That's too vague to argue with but I'll do it anyway: No, elephants and crows as just two examples.


I mean one can spot an elephant from space, but a crow? :) I was talking in a high-tech context, of course there are pretty intelligent species besides us, but they don’t build lit up megastructures.


The comment you were responding to already has that as an assumption and is saying that they don't do those things not because they can't but because they don't have ambition to do them, so the fact that they don't isn't a measure of intelligence.


Ants and termites build megastructures..


You can see beaver dams from space, or atmospheric oxygen. Only sending radio signals is uniquely human.

In terms of space, single called organisms have traveled further from earth than people have.
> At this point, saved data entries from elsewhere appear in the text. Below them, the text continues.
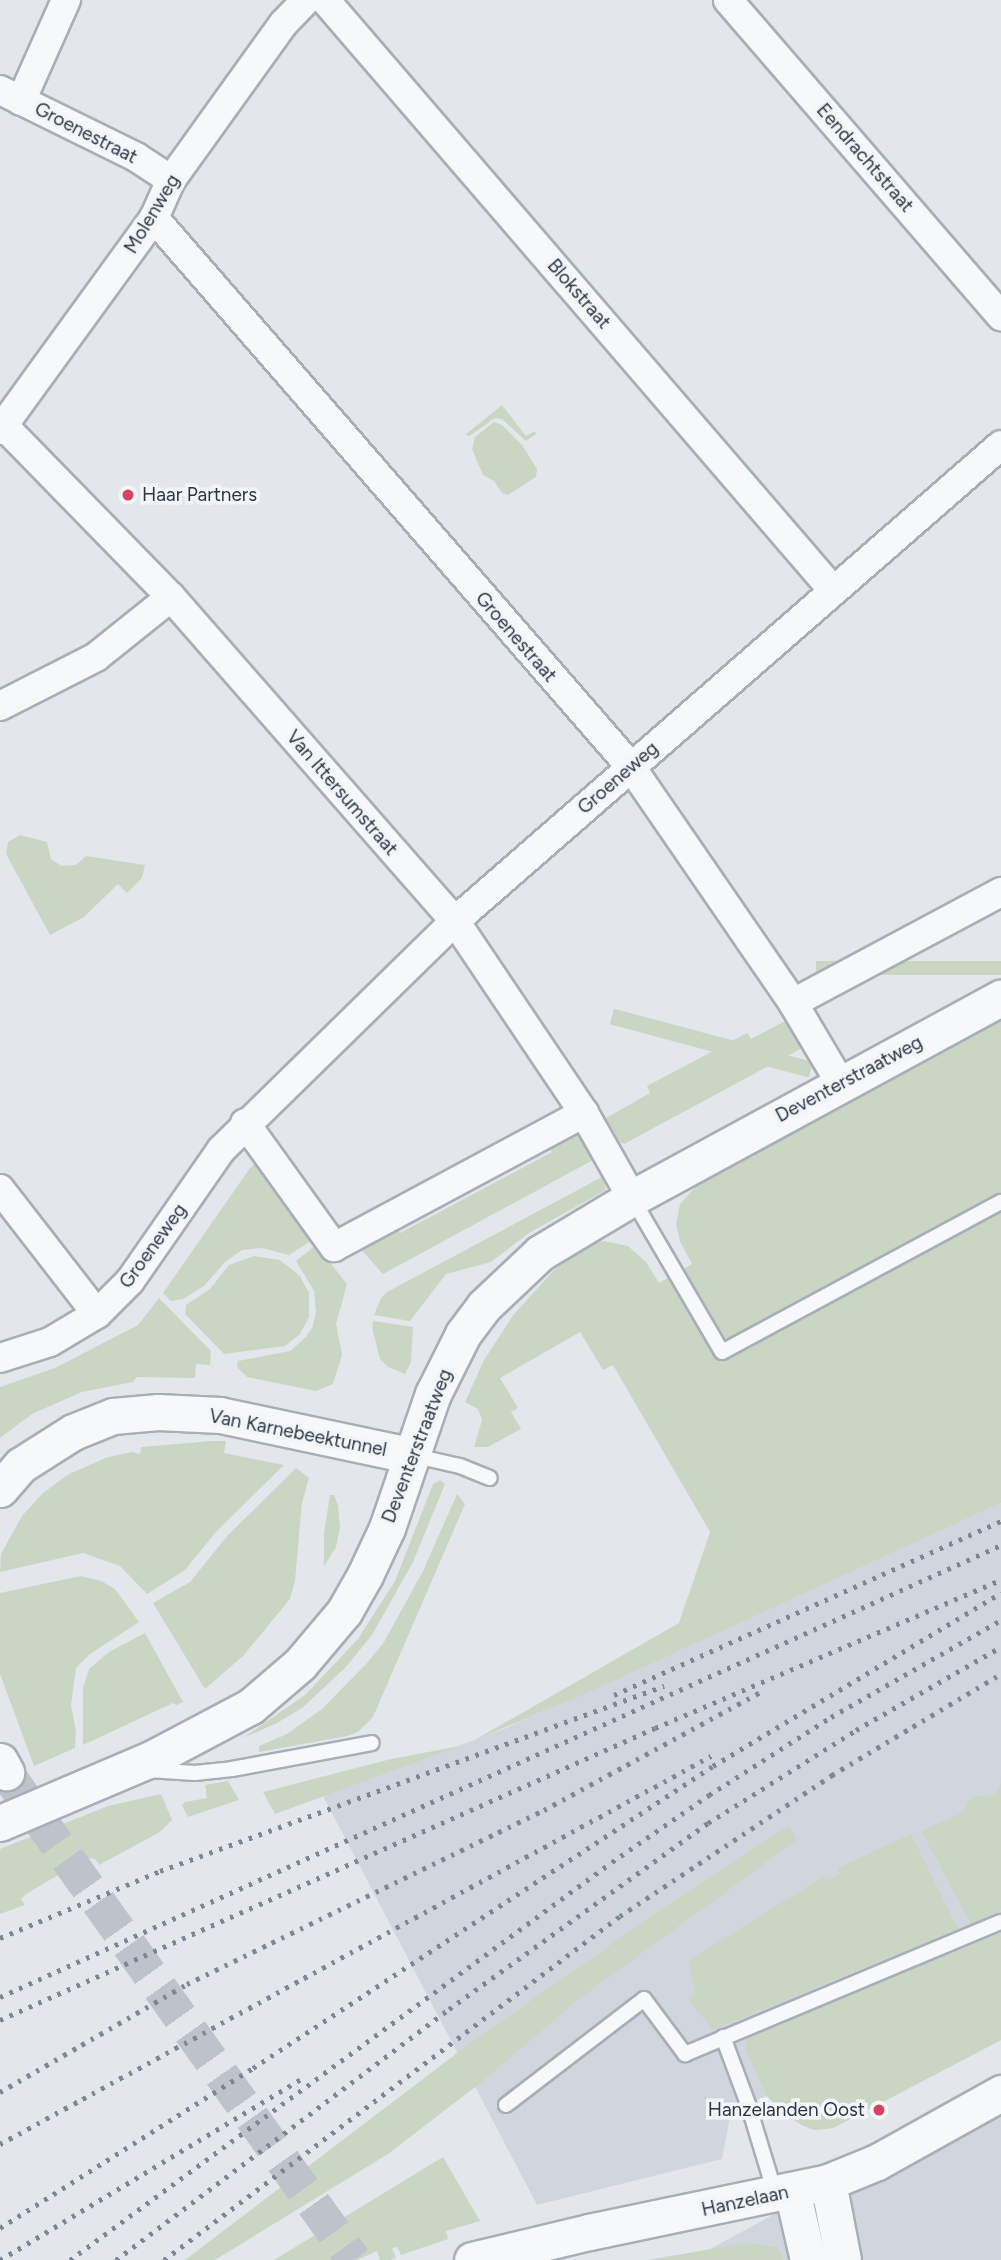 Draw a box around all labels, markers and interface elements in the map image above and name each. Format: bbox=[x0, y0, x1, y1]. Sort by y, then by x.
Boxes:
street label: Groenestraat bbox=[31, 97, 141, 169]
street label: Eendrachtstraat bbox=[812, 99, 918, 217]
street label: Molenweg bbox=[119, 170, 185, 258]
street label: Blokstraat bbox=[542, 254, 616, 334]
place label: Haar Partners bbox=[142, 484, 257, 506]
marker: Haar Partners bbox=[120, 487, 136, 503]
street label: Groenestraat bbox=[471, 587, 561, 687]
street label: Van Ittersumstraat bbox=[281, 726, 403, 860]
street label: Groeneweg bbox=[573, 737, 663, 819]
street label: Deventerstraatweg bbox=[772, 1031, 926, 1127]
street label: Groeneweg bbox=[115, 1199, 191, 1293]
street label: Deventerstraatweg bbox=[377, 1366, 457, 1526]
street label: Van Karnebeektunnel bbox=[207, 1405, 389, 1461]
place label: Hanzelanden Oost bbox=[708, 2099, 865, 2121]
marker: Hanzelanden Oost bbox=[871, 2102, 887, 2118]
street label: Hanzelaan bbox=[699, 2181, 791, 2221]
So calling us spacefaring is kind of misleading in the context of alien life. I doubt we’re detectable outside of a 100 light year sphere from earth and none of those stars look like they contain any habitable planets. The only way to suggest alien intelligent life is meaningfully different than beavers in this context is to raise the bar far enough we don’t qualify.


Surely no single celled organism built a spaceship or other launch system to go into space because it wanted to do so?
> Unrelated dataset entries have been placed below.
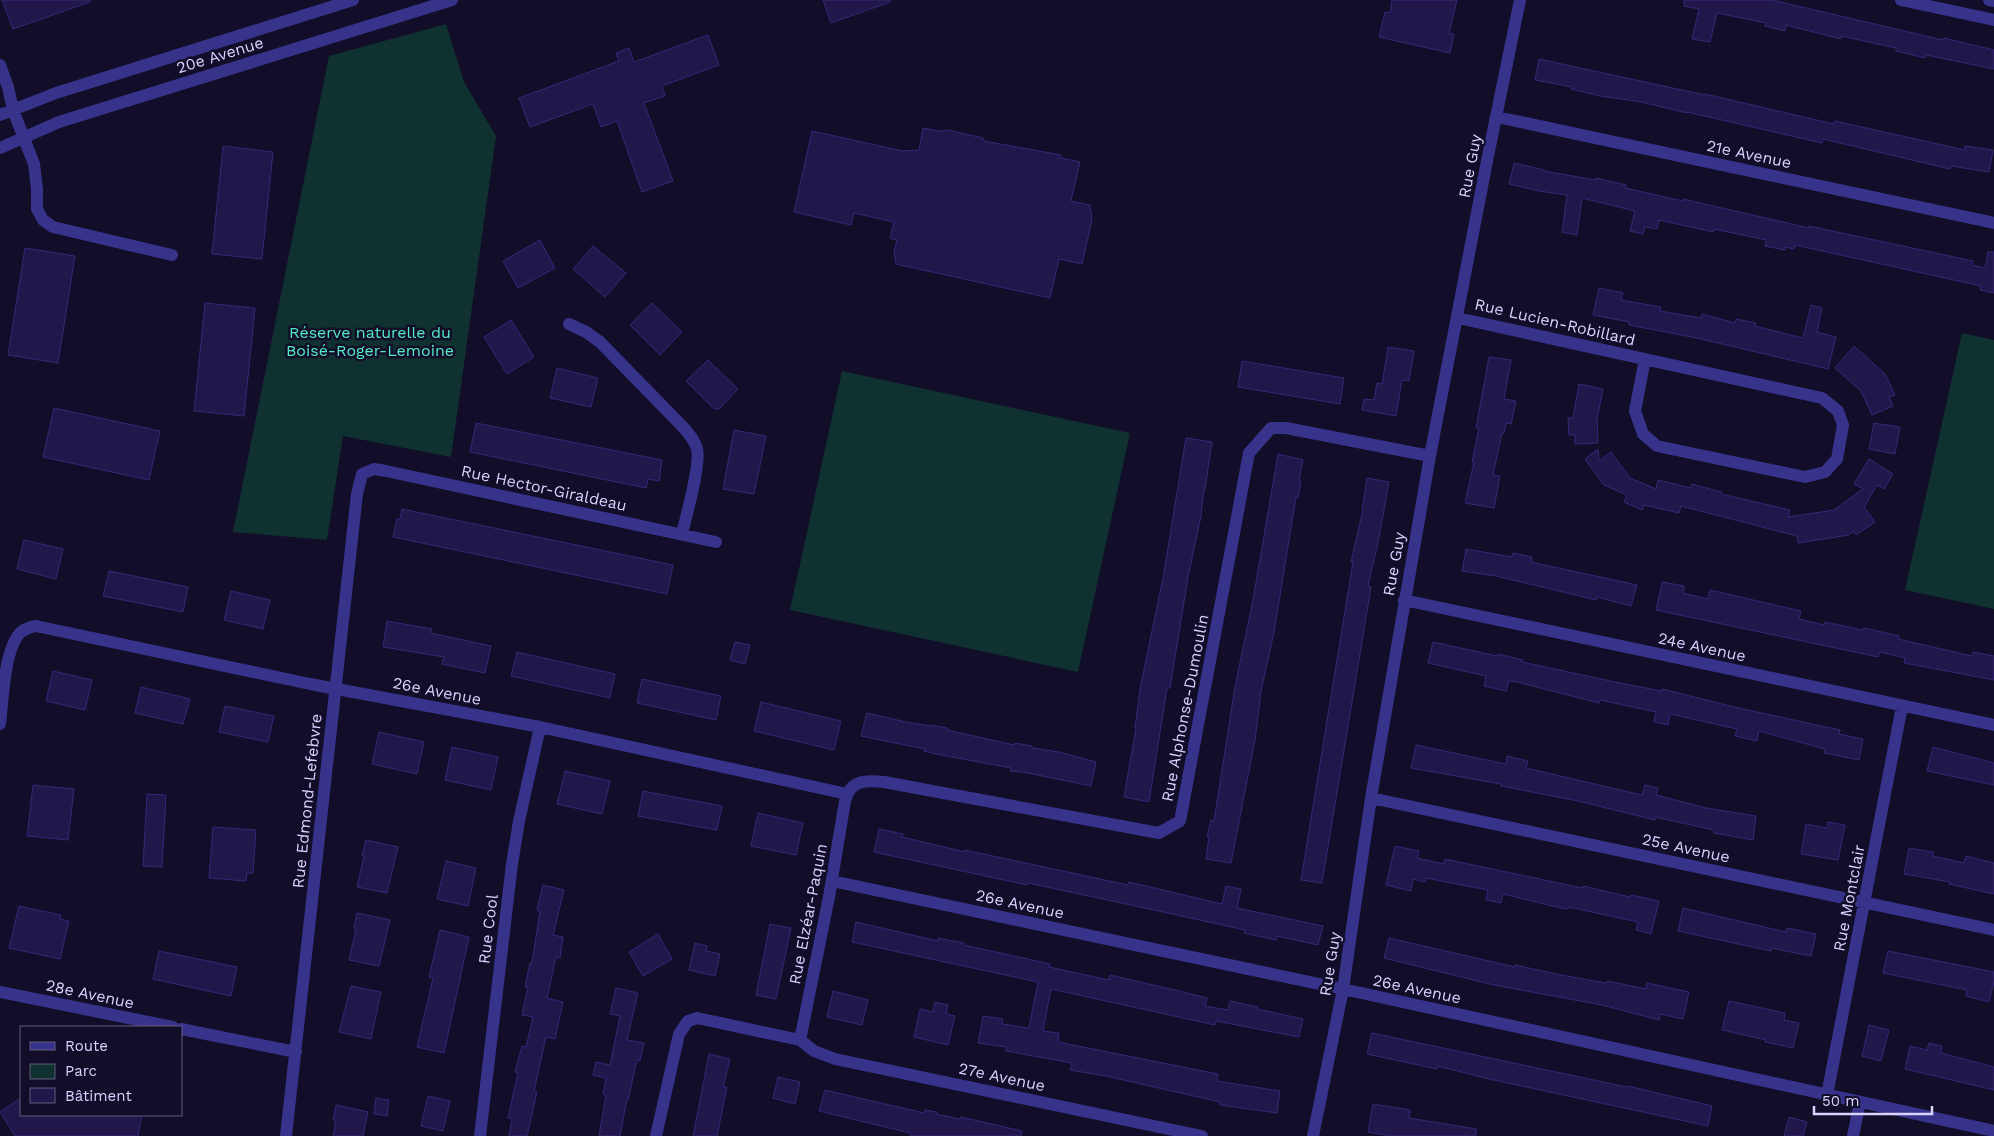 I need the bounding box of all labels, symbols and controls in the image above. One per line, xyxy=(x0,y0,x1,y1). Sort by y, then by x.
street label: 20e Avenue xyxy=(174,33,266,77)
street label: Rue Guy xyxy=(1454,132,1486,200)
street label: 21e Avenue xyxy=(1705,136,1793,172)
street label: Rue Lucien-Robillard xyxy=(1473,294,1637,350)
park label: Réserve naturelle du Boisé-Roger-Lemoine xyxy=(286,323,454,360)
street label: Rue Hector-Giraldeau xyxy=(459,461,629,515)
street label: Rue Guy xyxy=(1379,530,1409,598)
street label: Rue Alphonse-Dumoulin xyxy=(1158,613,1212,803)
street label: 24e Avenue xyxy=(1656,628,1748,666)
street label: 26e Avenue xyxy=(391,673,483,709)
street label: Rue Edmond-Lefebvre xyxy=(288,713,326,889)
street label: 25e Avenue xyxy=(1640,829,1732,867)
street label: Rue Elzéar-Paquin xyxy=(785,842,831,986)
street label: Rue Montclair xyxy=(1829,843,1869,953)
street label: 26e Avenue xyxy=(974,885,1066,923)
street label: Rue Cool xyxy=(474,893,502,965)
street label: Rue Guy xyxy=(1316,930,1345,997)
street label: 26e Avenue xyxy=(1371,970,1463,1008)
street label: 28e Avenue xyxy=(44,975,136,1013)
legend xyxy=(20,1026,182,1116)
text: Route xyxy=(65,1037,108,1055)
street label: 27e Avenue xyxy=(957,1059,1047,1095)
text: Parc xyxy=(65,1062,97,1080)
scale bar xyxy=(1814,1084,1932,1116)
text: Bâtiment xyxy=(65,1087,132,1105)
text: 50 m xyxy=(1822,1092,1859,1110) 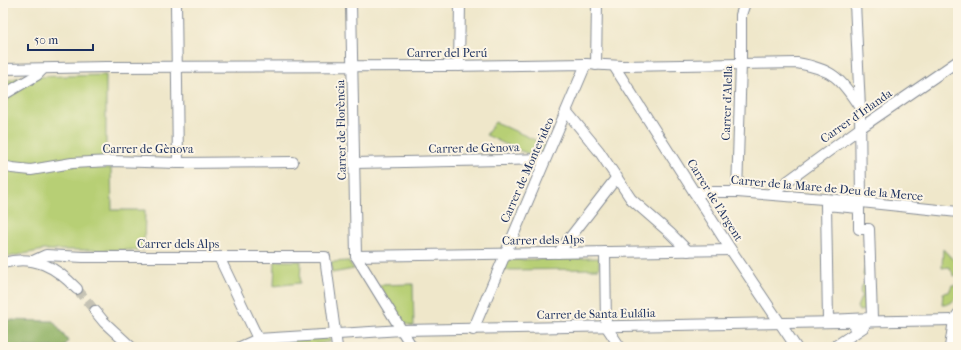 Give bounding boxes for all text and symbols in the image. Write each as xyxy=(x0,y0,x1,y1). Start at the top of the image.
scale bar xyxy=(28,26,93,52)
text: 50 m xyxy=(34,33,58,47)
street label: Carrer del Perú xyxy=(407,46,487,60)
street label: Carrer d'Alella xyxy=(719,65,735,141)
street label: Carrer de Florència xyxy=(333,79,349,180)
street label: Carrer d'Irlanda xyxy=(818,86,895,146)
street label: Carrer de Montevideo xyxy=(497,115,557,225)
street label: Carrer de Gènova xyxy=(428,140,520,156)
street label: Carrer de Gènova xyxy=(102,142,194,156)
street label: Carrer de l'Argent xyxy=(684,156,746,244)
street label: Carrer de la Mare de Deu de la Merce xyxy=(730,173,924,203)
street label: Carrer dels Alps xyxy=(502,232,585,248)
street label: Carrer dels Alps xyxy=(137,237,220,251)
street label: Carrer de Santa Eulália xyxy=(536,306,656,322)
The ability of humans to willingly create the technology to do it is what counts, in this case.


Neither had humans until very recently.


>I doubt we’re detectable outside of a 100 light year sphere from earth and none of those stars look like they contain any habitable planets.

Do you have a source for that?


You can build better receivers but eventually only so many photons are being sent. Prior to 1921 people were sending out very little radio waves and the signals where vary weak. The you might move things back to say 1920 with the very first radio station but it really wasn’t putting out much power. Things ramped up fairly quickly though, at least assuming something built a truly massive detector at 100+light years.

For comparison look at what we need to do to detect messages from the voyager 1 at 1/400th a light year, realize that’s sent from a directional antenna and we know exactly where to look for it. A signal that’s ~1/1,600,000,000th as strong would take some serious hardware even with more advanced technology because you can only collect 100% of the photons in a radio transmission quickly you need a physically larger device.


GP's reasoning is probably: the only plausible way to detect human civilization (and not just our planet, which is already hard enough from a different star) is by it's radio signature, and the oldest radio emissions is from 100 years ago, give or take. Anyone standing outside of a sphere whose center is earth and radius is 100 light year hadn't been reached by our oldest detectable-from-space civilization artifacts yet.

It strikes me as a pretty intuitive arguemnt to make and true by default, to show it wrong you have to find or somehow plausibly argue for the existence of some physical medium or process that human civilization (or even earth life in general) emit or modulate in unique, detectable-from-space ways other than electromagnetic waves and that we have been doing this since before radio.


Something could detect oxygen at longer distances, but that isn’t a sign of intelligent life.


An unaccountably high level of carbon in the atmosphere could be such an indicator.


I think it might be considered evidence, but CO2 levels vary quite a bit over time. Picture what would happen if we measured atmospheric bass on a planet over a few hundred years and saw that kind of swing in CO2.

Decidable radio signals on the other hand are far less ambiguous. I just can’t think of much that would be both detectable and a smoking gun.


*gas not bass dam auto corrupt.


Lots of discussion on that [1].

In general, the signal from our most powerful commercial radio transmitters will go below the background noise floor well before 100 light years.

However, a very low bandwidth pumped through something on the scale of the Arecibo dish at the transmitting end, and a helium-cooled receiver, could bridge many more light years. But then we're no longer talking about a sphere of a signal or even a big cone, but in astronomical terms an extremely tight-focused point-to-point laser that is more apt to just intersect cosmic dust and gases than an alien civilization.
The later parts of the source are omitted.